The insights gathered from these interviews were instrumental in identifying common themes and feature opportunities—laying the foundation for a more purposeful and valuable dashboard experience.
Interview insights 
Problem Statements and HMW
Low Fi wireframes
Following the discovery phase, I synthesised the key frustrations, pain points, and opportunities into clear problem statements and “How might we” questions. I shared these with the co-founder, head of product, and other stakeholders to align on a strategic approach. Together, we identified the admin dashboard landing page as the primary focus, given its role in driving traffic and shaping first impressions of value. From there, I began creating low-fidelity designs, which we iterated on through ongoing feedback.
Feedback and iterations
After the first round of lo-fi wireframe iterations for the management dashboard, we shared them with the co-founder, the head of product, and product managers for feedback. One of the main challenges raised was around the value proposition: what exactly should the dashboard communicate, and what key metrics would give users meaningful insight at a glance? This became a recurring point of discussion that we had to revisit several times.
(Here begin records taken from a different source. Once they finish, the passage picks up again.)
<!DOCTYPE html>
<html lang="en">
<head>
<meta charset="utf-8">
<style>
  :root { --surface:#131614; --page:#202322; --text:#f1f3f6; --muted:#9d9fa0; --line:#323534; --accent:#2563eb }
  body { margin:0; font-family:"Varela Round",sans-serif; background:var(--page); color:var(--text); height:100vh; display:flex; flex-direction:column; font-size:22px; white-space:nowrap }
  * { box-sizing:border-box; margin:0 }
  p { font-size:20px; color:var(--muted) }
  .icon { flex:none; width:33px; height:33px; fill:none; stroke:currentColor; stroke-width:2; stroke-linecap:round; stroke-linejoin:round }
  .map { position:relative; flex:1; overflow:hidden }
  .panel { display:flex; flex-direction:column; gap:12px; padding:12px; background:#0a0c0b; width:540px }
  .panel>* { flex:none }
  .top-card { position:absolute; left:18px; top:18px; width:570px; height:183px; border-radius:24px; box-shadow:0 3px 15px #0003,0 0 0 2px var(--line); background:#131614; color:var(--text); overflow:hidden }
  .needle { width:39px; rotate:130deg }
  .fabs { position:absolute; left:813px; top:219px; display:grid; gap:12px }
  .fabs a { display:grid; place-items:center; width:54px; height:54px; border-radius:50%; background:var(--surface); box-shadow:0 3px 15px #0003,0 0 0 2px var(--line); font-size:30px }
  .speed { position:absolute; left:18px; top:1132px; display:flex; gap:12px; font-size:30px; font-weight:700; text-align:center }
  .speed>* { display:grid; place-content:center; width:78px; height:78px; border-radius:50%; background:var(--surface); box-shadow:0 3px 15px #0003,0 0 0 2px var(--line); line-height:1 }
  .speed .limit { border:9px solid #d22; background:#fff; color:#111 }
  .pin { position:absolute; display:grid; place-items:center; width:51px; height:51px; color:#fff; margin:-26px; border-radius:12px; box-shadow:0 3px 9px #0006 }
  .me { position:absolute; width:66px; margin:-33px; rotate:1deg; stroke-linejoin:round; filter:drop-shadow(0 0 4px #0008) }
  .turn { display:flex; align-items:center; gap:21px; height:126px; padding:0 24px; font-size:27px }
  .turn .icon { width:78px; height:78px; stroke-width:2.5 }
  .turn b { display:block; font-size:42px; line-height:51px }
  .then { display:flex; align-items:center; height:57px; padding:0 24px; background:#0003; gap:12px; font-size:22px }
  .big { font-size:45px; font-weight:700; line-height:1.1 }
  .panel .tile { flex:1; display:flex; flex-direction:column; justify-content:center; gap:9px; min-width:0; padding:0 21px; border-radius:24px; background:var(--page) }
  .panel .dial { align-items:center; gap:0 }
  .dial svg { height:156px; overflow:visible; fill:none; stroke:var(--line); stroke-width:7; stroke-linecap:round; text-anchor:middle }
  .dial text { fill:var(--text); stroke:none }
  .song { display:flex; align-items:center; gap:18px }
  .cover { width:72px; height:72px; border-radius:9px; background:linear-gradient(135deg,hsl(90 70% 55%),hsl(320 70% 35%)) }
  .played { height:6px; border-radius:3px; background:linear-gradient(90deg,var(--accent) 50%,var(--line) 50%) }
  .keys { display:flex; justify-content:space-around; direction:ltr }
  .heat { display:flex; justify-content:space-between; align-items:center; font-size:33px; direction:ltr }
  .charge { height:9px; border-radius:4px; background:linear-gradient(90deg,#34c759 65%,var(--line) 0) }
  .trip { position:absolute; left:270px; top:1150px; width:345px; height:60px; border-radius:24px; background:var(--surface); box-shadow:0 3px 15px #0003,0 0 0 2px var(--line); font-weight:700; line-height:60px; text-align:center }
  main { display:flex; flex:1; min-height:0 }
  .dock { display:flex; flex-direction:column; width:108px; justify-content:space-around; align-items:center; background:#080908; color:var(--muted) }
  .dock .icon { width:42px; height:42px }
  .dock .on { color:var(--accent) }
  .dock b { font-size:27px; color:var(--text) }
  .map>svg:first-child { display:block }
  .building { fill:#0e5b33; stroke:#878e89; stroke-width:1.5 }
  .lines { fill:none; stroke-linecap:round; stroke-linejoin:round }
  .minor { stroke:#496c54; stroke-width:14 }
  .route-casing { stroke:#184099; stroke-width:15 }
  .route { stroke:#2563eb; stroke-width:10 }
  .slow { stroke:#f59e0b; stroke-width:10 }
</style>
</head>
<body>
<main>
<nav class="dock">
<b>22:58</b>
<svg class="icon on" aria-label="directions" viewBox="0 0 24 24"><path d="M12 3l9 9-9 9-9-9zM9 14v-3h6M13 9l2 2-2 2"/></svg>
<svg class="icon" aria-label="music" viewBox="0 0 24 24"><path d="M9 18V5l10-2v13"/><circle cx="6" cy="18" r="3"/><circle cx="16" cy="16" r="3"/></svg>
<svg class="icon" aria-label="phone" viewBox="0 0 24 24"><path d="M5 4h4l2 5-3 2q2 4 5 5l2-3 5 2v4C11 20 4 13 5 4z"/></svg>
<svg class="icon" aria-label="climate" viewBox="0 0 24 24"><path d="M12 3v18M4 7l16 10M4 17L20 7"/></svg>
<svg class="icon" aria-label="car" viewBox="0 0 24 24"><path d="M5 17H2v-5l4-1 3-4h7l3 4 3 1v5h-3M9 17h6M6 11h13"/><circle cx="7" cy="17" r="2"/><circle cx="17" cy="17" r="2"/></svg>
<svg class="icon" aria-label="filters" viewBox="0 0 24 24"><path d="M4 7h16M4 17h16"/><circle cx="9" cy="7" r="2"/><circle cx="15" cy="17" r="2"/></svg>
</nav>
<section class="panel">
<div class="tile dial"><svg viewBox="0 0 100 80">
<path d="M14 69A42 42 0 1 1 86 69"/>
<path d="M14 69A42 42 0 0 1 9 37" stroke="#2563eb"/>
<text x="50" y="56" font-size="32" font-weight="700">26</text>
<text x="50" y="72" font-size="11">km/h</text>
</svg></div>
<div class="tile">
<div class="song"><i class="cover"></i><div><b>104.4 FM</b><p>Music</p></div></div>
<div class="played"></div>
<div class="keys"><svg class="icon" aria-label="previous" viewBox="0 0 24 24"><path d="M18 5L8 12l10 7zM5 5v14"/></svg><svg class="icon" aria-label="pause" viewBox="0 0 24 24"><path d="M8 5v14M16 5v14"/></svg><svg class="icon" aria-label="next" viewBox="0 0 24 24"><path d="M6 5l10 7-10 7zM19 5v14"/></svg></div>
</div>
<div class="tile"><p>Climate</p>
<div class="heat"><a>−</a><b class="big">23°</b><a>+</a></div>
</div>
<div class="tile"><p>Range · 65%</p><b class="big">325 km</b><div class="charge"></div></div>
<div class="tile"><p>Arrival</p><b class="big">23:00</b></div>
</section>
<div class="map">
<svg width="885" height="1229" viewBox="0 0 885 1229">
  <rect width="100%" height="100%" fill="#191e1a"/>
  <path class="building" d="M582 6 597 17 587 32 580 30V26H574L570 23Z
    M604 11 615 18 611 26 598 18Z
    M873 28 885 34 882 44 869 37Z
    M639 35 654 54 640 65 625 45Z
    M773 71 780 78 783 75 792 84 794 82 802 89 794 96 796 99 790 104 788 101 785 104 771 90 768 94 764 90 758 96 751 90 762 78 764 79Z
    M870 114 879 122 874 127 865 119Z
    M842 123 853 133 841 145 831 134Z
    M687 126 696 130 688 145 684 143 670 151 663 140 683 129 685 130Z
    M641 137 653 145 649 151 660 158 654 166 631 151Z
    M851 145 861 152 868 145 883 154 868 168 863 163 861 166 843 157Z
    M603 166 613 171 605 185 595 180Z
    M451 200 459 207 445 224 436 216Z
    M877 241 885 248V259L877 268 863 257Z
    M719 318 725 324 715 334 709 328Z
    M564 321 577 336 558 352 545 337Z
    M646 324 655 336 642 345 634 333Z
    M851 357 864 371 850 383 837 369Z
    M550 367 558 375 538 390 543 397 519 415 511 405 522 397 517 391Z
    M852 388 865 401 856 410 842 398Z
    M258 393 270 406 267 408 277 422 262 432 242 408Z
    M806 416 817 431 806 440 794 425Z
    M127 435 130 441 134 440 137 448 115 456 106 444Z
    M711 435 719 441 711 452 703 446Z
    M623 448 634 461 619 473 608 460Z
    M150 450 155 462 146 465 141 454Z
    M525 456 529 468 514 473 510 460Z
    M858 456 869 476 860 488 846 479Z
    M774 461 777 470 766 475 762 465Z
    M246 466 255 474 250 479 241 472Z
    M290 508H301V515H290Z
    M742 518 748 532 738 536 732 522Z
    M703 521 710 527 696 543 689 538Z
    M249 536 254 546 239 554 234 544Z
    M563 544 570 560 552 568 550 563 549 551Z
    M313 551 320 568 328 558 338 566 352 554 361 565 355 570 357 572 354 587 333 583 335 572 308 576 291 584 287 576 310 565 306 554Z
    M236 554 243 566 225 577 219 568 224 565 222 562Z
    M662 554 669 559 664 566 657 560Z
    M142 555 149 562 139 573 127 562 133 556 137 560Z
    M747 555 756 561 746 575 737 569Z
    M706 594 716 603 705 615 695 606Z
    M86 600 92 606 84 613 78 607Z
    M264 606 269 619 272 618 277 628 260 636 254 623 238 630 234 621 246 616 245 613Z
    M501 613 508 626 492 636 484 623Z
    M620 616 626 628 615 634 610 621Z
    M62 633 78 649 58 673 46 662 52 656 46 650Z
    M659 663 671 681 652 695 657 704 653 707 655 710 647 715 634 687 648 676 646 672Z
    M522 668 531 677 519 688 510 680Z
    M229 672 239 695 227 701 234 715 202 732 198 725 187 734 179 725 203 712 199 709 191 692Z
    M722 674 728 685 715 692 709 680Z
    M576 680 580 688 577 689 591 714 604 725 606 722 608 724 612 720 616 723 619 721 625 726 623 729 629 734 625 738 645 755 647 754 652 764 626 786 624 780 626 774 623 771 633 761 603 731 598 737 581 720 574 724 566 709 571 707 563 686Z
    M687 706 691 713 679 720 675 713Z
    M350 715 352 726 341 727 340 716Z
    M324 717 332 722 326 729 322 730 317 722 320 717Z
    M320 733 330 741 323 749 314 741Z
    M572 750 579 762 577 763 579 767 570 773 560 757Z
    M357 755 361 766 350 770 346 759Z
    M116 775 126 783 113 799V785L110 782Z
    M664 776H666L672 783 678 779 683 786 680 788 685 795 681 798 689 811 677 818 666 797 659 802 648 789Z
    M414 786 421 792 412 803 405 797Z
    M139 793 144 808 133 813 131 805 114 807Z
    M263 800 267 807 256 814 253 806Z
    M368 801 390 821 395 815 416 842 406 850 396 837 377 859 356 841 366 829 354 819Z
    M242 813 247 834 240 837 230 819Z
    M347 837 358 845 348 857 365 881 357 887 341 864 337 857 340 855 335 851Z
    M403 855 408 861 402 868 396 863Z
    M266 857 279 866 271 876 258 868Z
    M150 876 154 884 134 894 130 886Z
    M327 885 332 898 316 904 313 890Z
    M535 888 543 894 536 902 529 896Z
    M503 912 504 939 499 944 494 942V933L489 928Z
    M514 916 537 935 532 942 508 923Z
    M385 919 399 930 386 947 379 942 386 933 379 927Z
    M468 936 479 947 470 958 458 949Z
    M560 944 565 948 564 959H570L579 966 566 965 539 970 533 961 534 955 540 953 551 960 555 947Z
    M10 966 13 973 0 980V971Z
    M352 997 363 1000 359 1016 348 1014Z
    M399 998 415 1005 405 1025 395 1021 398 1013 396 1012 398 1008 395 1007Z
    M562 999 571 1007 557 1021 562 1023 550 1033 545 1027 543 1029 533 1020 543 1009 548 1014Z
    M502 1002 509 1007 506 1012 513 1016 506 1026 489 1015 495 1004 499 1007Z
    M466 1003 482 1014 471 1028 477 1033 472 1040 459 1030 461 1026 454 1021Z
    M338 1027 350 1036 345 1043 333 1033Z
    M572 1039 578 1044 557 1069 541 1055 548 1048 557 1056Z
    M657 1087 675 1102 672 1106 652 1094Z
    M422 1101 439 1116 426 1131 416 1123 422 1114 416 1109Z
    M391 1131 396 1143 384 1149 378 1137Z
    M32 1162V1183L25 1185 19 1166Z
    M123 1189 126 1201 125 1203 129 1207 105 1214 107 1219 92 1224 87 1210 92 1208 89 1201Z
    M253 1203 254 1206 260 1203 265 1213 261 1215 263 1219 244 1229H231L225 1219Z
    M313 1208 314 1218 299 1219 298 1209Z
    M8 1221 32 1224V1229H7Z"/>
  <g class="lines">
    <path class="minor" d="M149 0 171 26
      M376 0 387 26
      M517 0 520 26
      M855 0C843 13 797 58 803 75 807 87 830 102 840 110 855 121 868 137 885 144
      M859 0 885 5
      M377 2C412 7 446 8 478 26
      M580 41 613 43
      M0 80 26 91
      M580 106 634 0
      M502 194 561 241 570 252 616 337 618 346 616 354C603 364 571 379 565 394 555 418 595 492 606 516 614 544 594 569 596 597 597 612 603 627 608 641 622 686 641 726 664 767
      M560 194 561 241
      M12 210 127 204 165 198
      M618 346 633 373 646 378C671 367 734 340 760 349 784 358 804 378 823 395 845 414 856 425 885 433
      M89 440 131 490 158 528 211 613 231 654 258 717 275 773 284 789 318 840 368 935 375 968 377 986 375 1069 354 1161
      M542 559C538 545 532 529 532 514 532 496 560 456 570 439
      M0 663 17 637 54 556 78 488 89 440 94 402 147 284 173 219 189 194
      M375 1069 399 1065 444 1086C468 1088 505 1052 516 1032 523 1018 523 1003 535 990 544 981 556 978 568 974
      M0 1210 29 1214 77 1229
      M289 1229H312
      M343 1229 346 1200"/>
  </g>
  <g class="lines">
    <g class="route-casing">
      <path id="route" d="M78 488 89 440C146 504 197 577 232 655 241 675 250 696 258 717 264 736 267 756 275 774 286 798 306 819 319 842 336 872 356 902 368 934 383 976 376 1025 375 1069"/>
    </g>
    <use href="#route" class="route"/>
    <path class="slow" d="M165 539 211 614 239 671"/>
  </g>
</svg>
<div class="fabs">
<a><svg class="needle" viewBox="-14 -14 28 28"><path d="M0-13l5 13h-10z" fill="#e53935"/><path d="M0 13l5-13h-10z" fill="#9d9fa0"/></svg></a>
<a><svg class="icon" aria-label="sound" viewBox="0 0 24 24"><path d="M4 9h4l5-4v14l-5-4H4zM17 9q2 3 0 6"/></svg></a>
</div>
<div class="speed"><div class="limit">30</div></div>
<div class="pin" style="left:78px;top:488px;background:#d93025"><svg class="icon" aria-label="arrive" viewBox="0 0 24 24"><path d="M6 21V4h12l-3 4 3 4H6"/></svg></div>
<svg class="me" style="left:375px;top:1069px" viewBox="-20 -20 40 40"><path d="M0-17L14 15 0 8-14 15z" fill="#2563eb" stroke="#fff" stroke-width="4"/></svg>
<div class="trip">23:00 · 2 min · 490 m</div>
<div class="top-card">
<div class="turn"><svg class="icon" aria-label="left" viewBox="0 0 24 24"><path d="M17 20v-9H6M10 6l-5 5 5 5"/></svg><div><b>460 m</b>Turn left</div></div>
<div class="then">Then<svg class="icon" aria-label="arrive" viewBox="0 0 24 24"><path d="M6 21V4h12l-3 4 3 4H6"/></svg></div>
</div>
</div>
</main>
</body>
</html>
To guide our decisions, I drew on interview insights from the discovery phase. However, because many users rarely engage with the dashboard, it was difficult to gather truly actionable or high-value input. On top of that, the short timeframe meant we couldn’t run exercises like card sorting or task-based validation that would have helped us better understand which features and information users actually prioritise.
High Fidelity 
Conclusion 
After five weeks of discovery and design work, the project was ultimately deprioritised. Key challenges around defining the value proposition and aligning on the dashboard’s goals meant that stakeholders decided to pause development and place it on the backlog. While the redesign remains an ongoing consideration in the background, further progress depends on achieving clarity and alignment on the strategic direction.